See the project page at The Gray Center for Arts and Inquiry. Caroline Bergvall (London-based artist, writer and performer), Judd Morrissey (writer, code artist and professor, School of the Art Institute of Chicago), and Jennifer Scappettone (cross-disciplinary writer, scholar and professor, English and Committee on Creative Writing, University of Chicago) launch a series of experiments into the physical and poetic dimensions of breath: its channeling in the evolution and performance of human languages, and its molecular migrations through instruments, terrains, and times. Histories of the circulation of air in relation to aesthetic, philosophical, social, and industrial dimensions are at the root of these investigations. The collaborators will try to re-situate and revitalize the poetic notion of inspiration within an expanded sensorium where breath is acknowledged not only as its literal foundation, but as an agent subject to the contemporary realities of contaminated air and bioengineered synthetic life. Their research will form the basis of a collaborative project of collecting and performing the circulation of this fugitive matter that binds interior and exterior, individual and collective, human and non-human currents.
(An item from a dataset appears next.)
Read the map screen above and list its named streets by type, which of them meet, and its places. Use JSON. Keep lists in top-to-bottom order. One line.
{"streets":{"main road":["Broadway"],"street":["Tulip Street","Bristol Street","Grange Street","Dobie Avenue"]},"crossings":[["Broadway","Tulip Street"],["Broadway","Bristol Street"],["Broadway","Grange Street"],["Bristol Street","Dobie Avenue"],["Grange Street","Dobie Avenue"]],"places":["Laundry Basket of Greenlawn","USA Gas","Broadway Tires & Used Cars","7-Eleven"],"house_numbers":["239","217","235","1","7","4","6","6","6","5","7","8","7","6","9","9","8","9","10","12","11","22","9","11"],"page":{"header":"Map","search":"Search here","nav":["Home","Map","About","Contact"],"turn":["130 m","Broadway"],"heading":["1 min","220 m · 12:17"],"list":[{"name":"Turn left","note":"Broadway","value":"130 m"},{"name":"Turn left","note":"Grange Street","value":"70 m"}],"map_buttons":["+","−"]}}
As breath requires friction and contact in order to generate sound and language, it highlights the physical and empirical vectors of textual/linguistic expression. As air is life-giving in some places, but injurious in others (comparing the North Shore suburbs, for example, with the communities surrounding the petcoke piles along the Calumet River)—and as some are given the opportunity to breathe freely while others are not—this notion of inspiration highlights the uneven distribution, even the privatization, of rights and resources assumed to be shared equally by all.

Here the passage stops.